以前の漢字文化資料館で掲載していた記事です。2008 年以前の古い記事のため、ご留意ください。
Q0128
「鼻血」はひらがなで書くと「はなぢ」ですが、「地面」は「じめん」となります。どうしてですか?
A
「鼻血」の場合、「血」の「ち」という読み方が濁って「ぢ」になっているから、「ぢ」と書くのは当然だ、ということは、ほとんどの方が感覚的に理解していることでしょう。とすると「地」の「チ」という読み方が濁ったのだから、「地面」も「ぢめん」と書くべきではないか、と不思議に思うのは、至極もっともな疑問といえましょう。
この謎を解くカギは、「チ」という音にあります。これをわざわざカタカナ書きにしておいたのは、ちゃんと意味があります。そう、「地」の「チ」という音は、実は音読みなのです。これは、「地面」の「メン」が「面」の音読みであることからして、ご理解いただけるのではないしょうか。
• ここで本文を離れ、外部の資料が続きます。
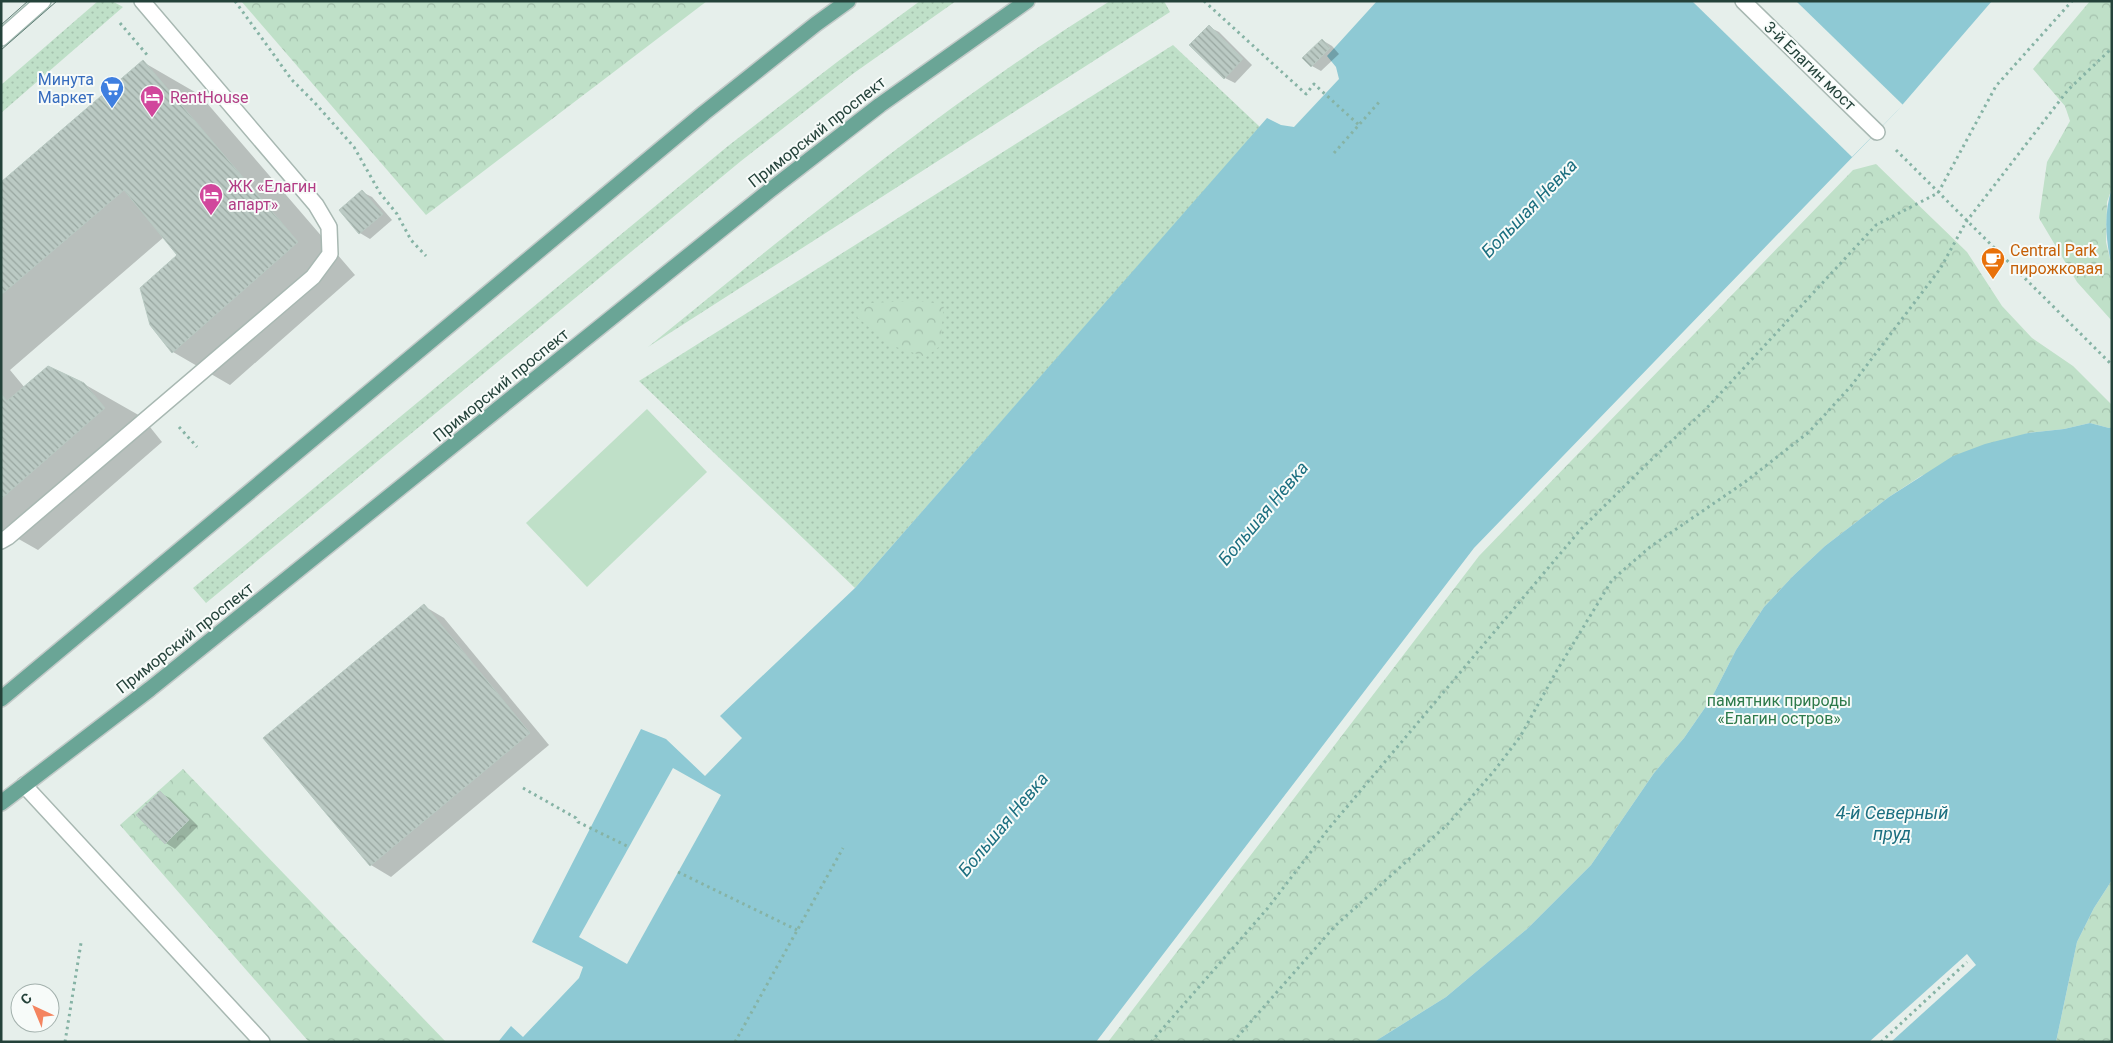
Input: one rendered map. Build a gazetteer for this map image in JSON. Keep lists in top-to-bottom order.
{
  "streets": {
    "main road": ["3-й Елагин мост", "Приморский проспект"]
  },
  "water": ["Большая Невка", "4-й Северный пруд"],
  "parks": ["памятник природы «Елагин остров»"],
  "places": {
    "supermarket": ["Минута Маркет"],
    "hotel": ["RentHouse", "ЖК «Елагин апарт»"],
    "cafe": ["Central Park пирожковая"]
  },
  "north": "top left"
}
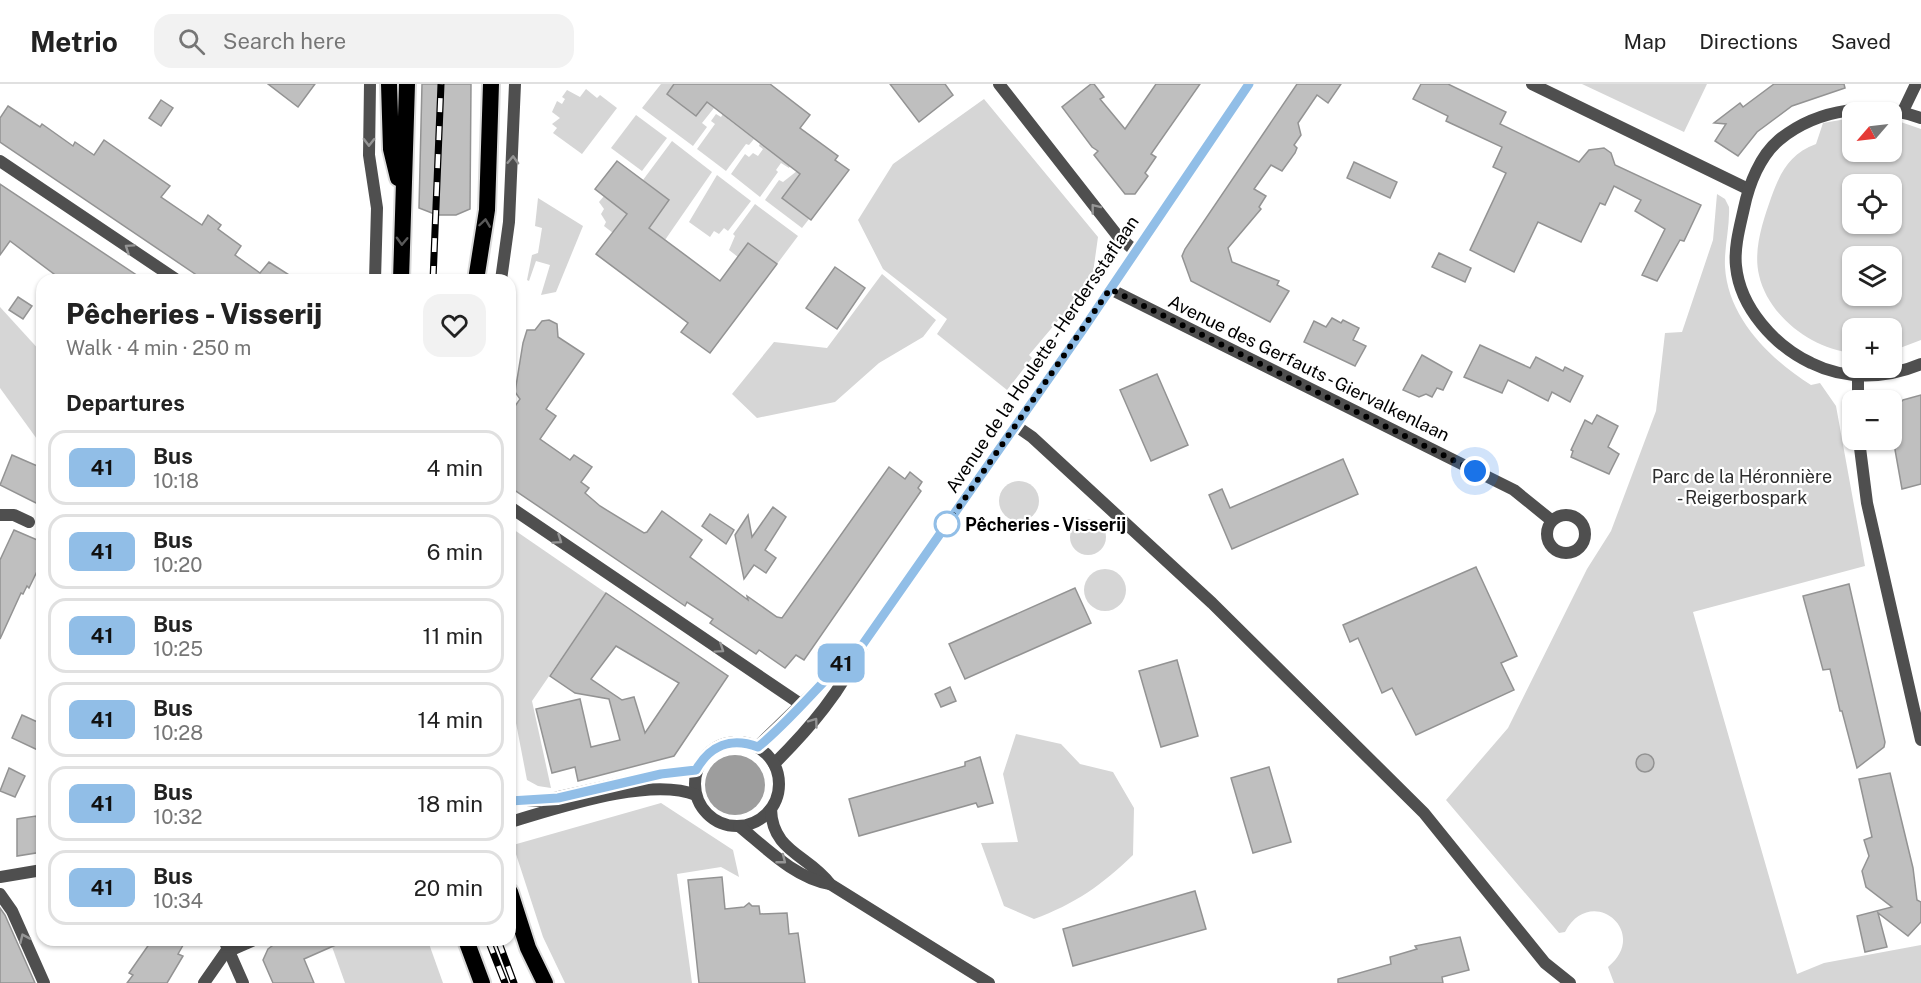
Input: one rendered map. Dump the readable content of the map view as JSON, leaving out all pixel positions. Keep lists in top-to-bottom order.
{
  "streets": {
    "street": ["Avenue de la Houlette - Herdersstaflaan", "Avenue des Gerfauts - Giervalkenlaan"]
  },
  "crossings": [
    ["Avenue de la Houlette - Herdersstaflaan", "Avenue des Gerfauts - Giervalkenlaan"]
  ],
  "parks": ["Parc de la Héronnière - Reigerbospark"],
  "places": ["Pêcheries - Visserij"],
  "lines": ["bus line 41"],
  "north": "bottom left",
  "page": {
    "header": "Metrio",
    "search": "Search here",
    "nav": ["Map", "Directions", "Saved"],
    "on_map": "41",
    "map_buttons": ["+", "−"],
    "heading": [
      ["Pêcheries - Visserij", "Walk · 4 min · 250 m"],
      "Departures"
    ],
    "list": [
      {
        "mark": "41",
        "name": "Bus",
        "note": "10:18",
        "value": "4 min"
      },
      {
        "mark": "41",
        "name": "Bus",
        "note": "10:20",
        "value": "6 min"
      },
      {
        "mark": "41",
        "name": "Bus",
        "note": "10:25",
        "value": "11 min"
      },
      {
        "mark": "41",
        "name": "Bus",
        "note": "10:28",
        "value": "14 min"
      },
      {
        "mark": "41",
        "name": "Bus",
        "note": "10:32",
        "value": "18 min"
      },
      {
        "mark": "41",
        "name": "Bus",
        "note": "10:34",
        "value": "20 min"
      }
    ]
  }
}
漢字の音読みには漢音・呉音というものがあることは、あちこちで触れてきましたが、「地」の場合、漢音がチ、呉音がジなのです。つまり、「地面」の「じ」は、「ち」が濁ったものではなく、もともと濁っている読み方なのです。
現代日本における仮名遣いを定めた文書としては、1986年に内閣告示として出された『現代仮名遣い』があります。この文書の「づ」「ぢ」についての決まりをおおざっぱにまとめると、次のようになります。
1「づ」「ぢ」は原則として用いない。
2「ちぢむ」のように同音が続いた場合に生じるものは、例外とする。
3「はなぢ」のように二つのことばの連合によって生じるものは、例外とする。
4「せかいじ(ぢ)ゅう」のように、二つのことばの連合である意識が現在では薄くなっているものは、「づ・ぢ」「ず・じ」のどちらで書いてもよい。
「地」の呉音「ジ」も、実を言うともともとは「ヂ」と表記される音なのですが、上記の原則には当てはまらないため、「ジ」と書かれることになっている、というわけです。